Sun Huiqin, Zhou Lu, Lu Yihan, Li Yingchuan, Huo Yan, Huang Weifeng
Department of Anesthesiology, Shanghai Sixth People's Hospital Affiliated to Shanghai Jiao Tong University School of Medicine, Shanghai, People's Republic of China.
Department of Epidemiology, Ministry of Education Key Laboratory of Public Health Safety, School of Public Health, Fudan University, Shanghai, People's Republic of China.
Int J Womens Health. 2024 Sep 17;16:1505-1516. doi: 10.2147/IJWH.S470644. eCollection 2024.
Pulmonary embolism (PE), the most serious presentation of venous thromboembolism (VTE), is associated with a high rate of mortality and expense. Clinical studies on pregnant women with PE are scarce. The aim of this study was to analyze the clinical impact of fibrinolytic enzyme activation inhibitor-1 (PAI-1) 4G/5G genetic polymorphisms, methylenetetrahydrofolate reductase (MTHFR) rs1801131 (A1298C) and rs1801133 (C677T) genetic polymorphisms, and establish a predictive model for pregnant women.

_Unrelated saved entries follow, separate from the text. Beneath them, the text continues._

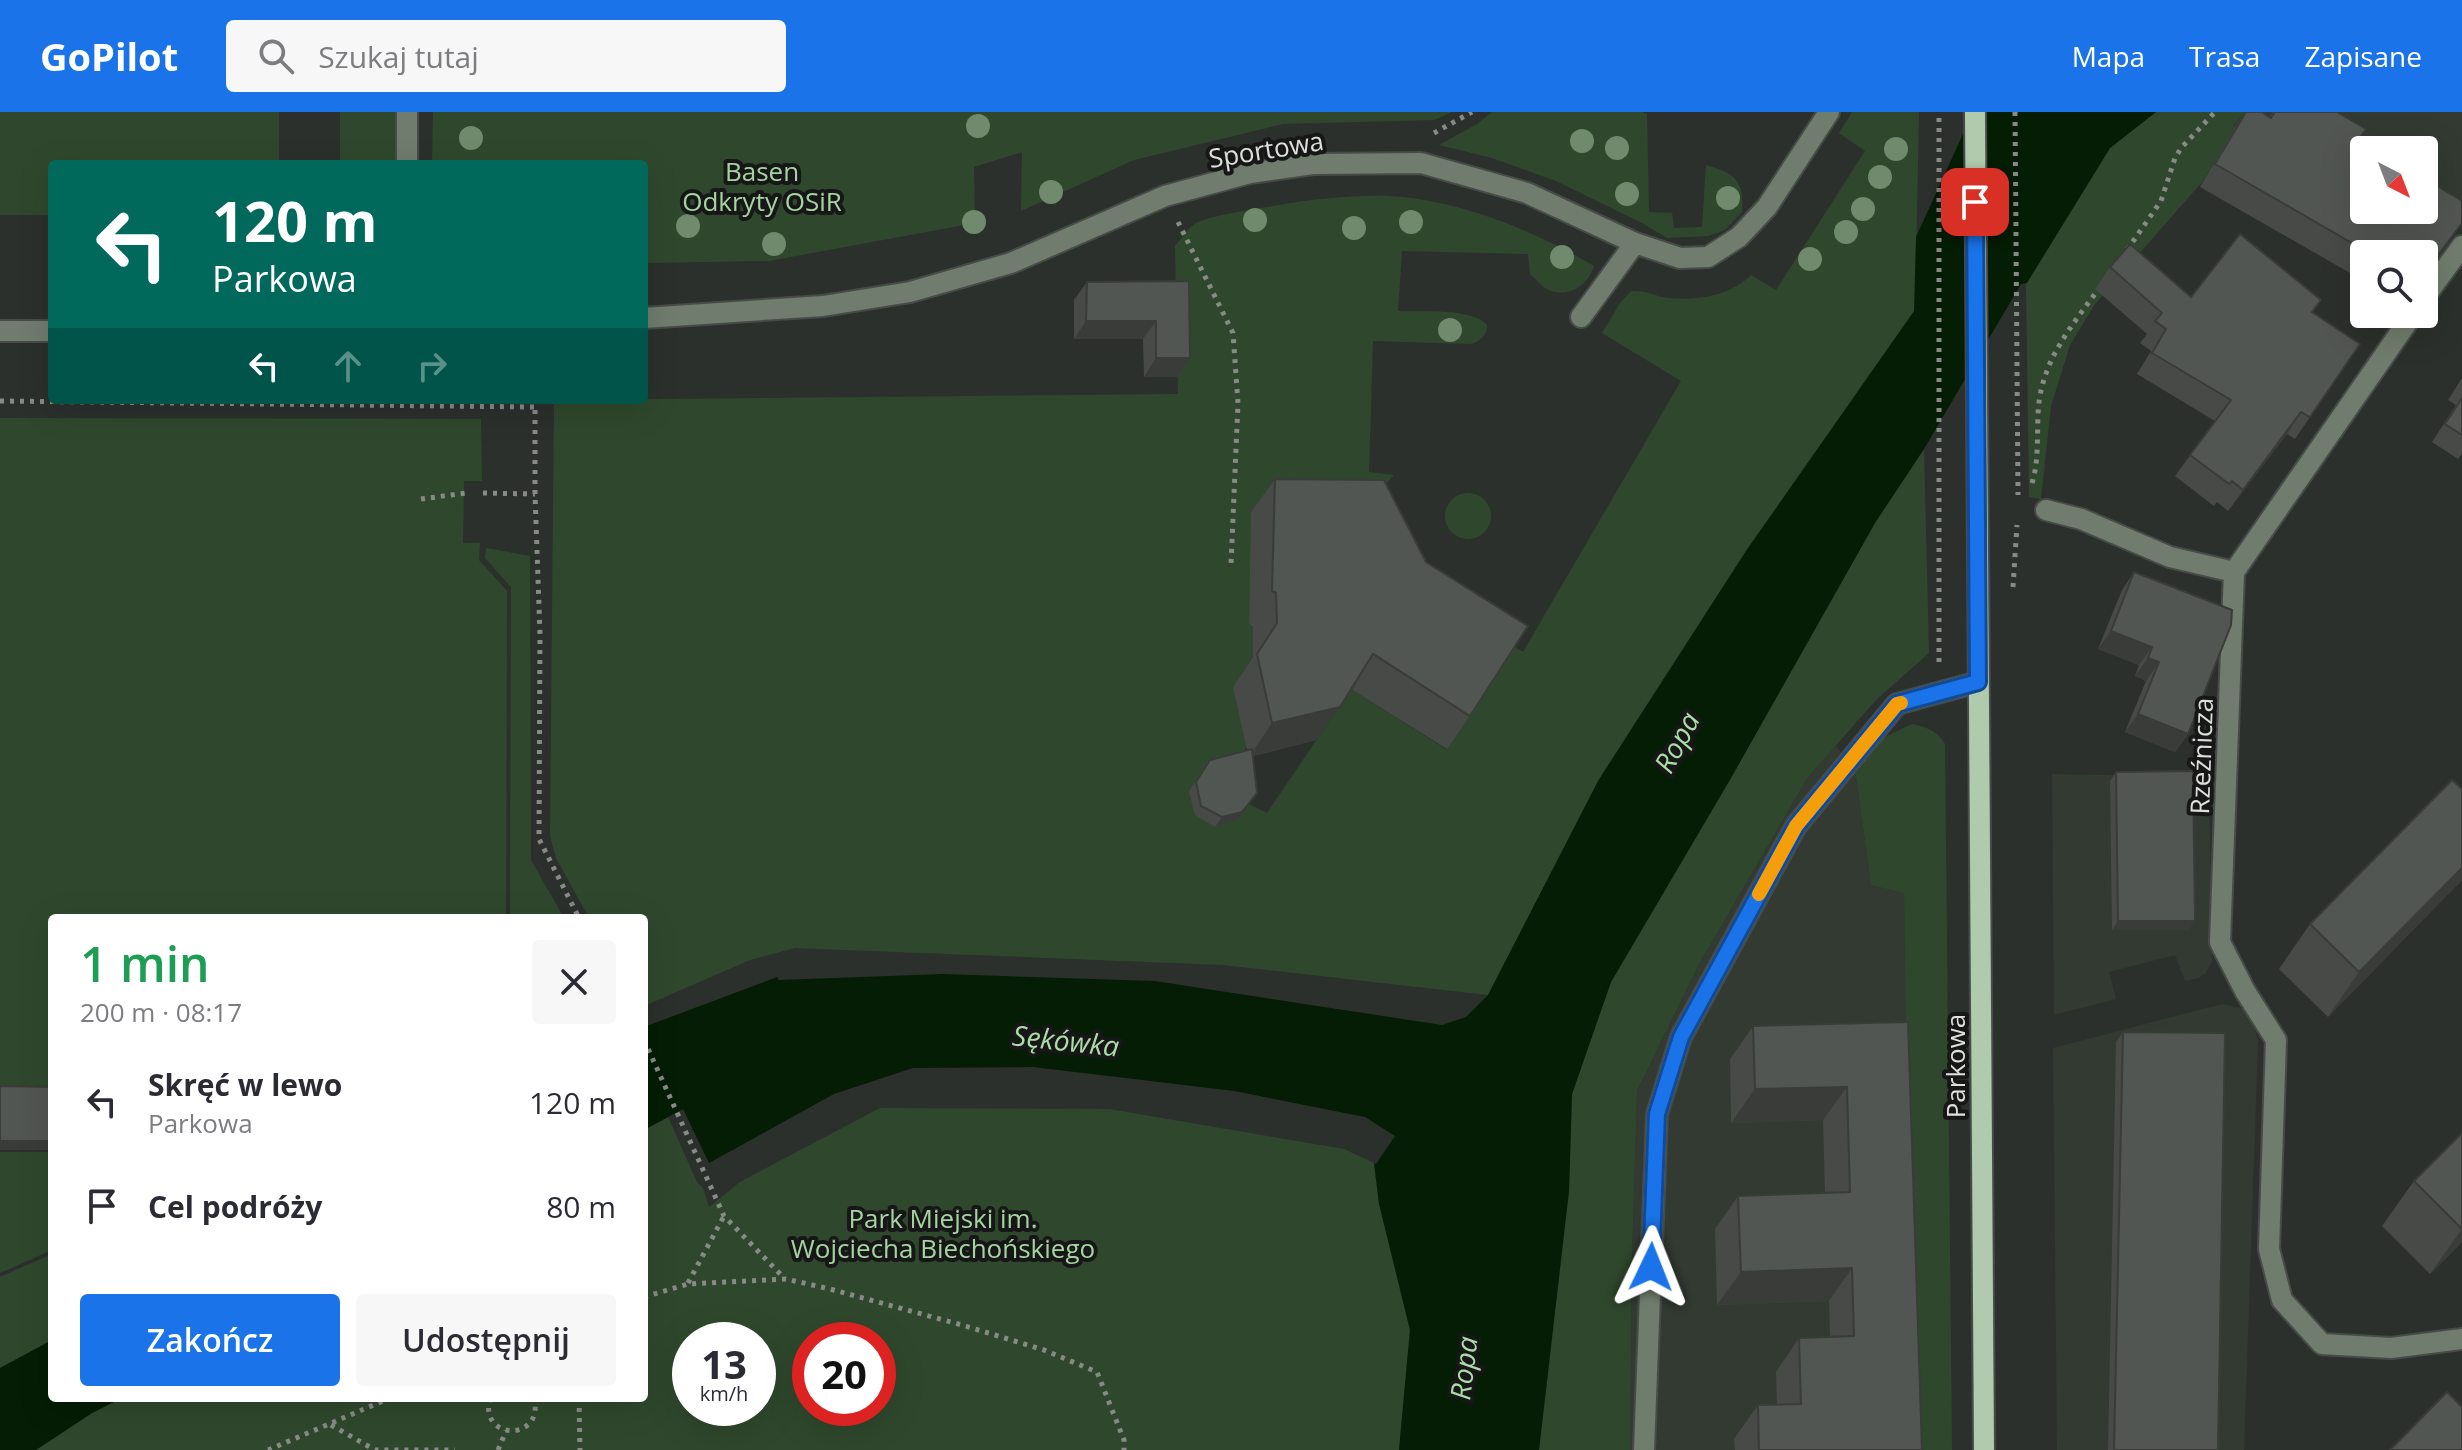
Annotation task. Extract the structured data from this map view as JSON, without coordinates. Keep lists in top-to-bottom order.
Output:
{
  "streets": {
    "main road": ["Parkowa"],
    "street": ["Sportowa", "Rzeźnicza"]
  },
  "water": ["Ropa", "Sękówka"],
  "parks": ["Basen Odkryty OSiR", "Park Miejski im. Wojciecha Biechońskiego"],
  "north": "bottom right",
  "page": {
    "header": "GoPilot",
    "search": "Szukaj tutaj",
    "nav": ["Mapa", "Trasa", "Zapisane"],
    "turn": ["120 m", "Parkowa"],
    "heading": ["1 min", "200 m · 08:17"],
    "list": [
      {
        "name": "Skręć w lewo",
        "note": "Parkowa",
        "value": "120 m"
      },
      {
        "name": "Cel podróży",
        "value": "80 m"
      }
    ],
    "buttons": ["Zakończ", "Udostępnij"],
    "speed": "13 km/h",
    "limit": "20"
  }
}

Between September 2022 and August 2023, 53 pregnant women with PE were enrolled. Using the propensity score matching method, 106 consecutive pregnant women without VTE were 1:2 matched. The relevant patient data were collected, and the susceptibility genes for PE were detected to determine genetic polymorphisms, and PE susceptibility in pregnant women, as well as to develop predictive models.
Our study showed that 4G/4G homozygous mutations increased the risk of pregnant PE fourfold (OR = 4.46, 95% CI = 1.59-12.50, P = 0.004), whereas the 4G allele mutation increased the risk twofold (OR = 2.33, 95% CI = 1.35-4.04, P = 0.002). A nomogram was established to predict the risk of pregnant women with PE by four predictive features including PAI-1 genetic polymorphisms, international normalized ratio (INR), antithrombin-III (AT-III) activity, and platelet count (PLT). The area under the curve (AUC) of the nomogram was 0.821 (0.744-0.898). The AUC of the internal validation group was 0.822 (0.674-0.971). Decision curve analysis revealed that the nomogram has a higher net benefit in the following threshold: probability interval of ≥15%.
The PAI-1 4G/4G genotype is an independent risk factor for pregnant women with PE; furthermore, the presence of the 4G allele can increase the risk of PE. The study established a nomogram to predict the risk of PE in pregnant women.
肺栓塞(PE)是静脉血栓栓塞症(VTE)最严重的表现形式,与高死亡率和高费用相关。关于患有PE的孕妇的临床研究很少。本研究的目的是分析纤溶酶激活抑制剂-1(PAI-1)4G/5G基因多态性、亚甲基四氢叶酸还原酶(MTHFR)rs1801131(A1298C)和rs1801133(C677T)基因多态性对孕妇的临床影响,并建立预测模型。
2022年9月至2023年8月,纳入53例患有PE的孕妇。采用倾向评分匹配法,按1:2比例匹配106例连续无VTE的孕妇。收集相关患者数据,检测PE的易感基因以确定基因多态性,以及孕妇的PE易感性,并建立预测模型。
我们的研究表明,4G/4G纯合突变使孕妇发生PE的风险增加四倍(OR = 4.46,95%CI = 1.59 - 12.50,P = 0.004),而4G等位基因突变使风险增加两倍(OR = 2.33,95%CI = 1.35 - 4.04,P = 0.002)。通过包括PAI-1基因多态性、国际标准化比值(INR)、抗凝血酶III(AT-III)活性和血小板计数(PLT)在内的四个预测特征建立了列线图,以预测患有PE的孕妇的风险。列线图的曲线下面积(AUC)为0.821(0.744 - 0.898)。内部验证组的AUC为0.822(0.674 - 0.971)。决策曲线分析显示,列线图在以下阈值下具有更高的净效益:概率区间≥15%。
PAI-1 4G/4G基因型是患有PE的孕妇的独立危险因素;此外,4G等位基因的存在会增加PE的风险。该研究建立了列线图以预测孕妇发生PE的风险。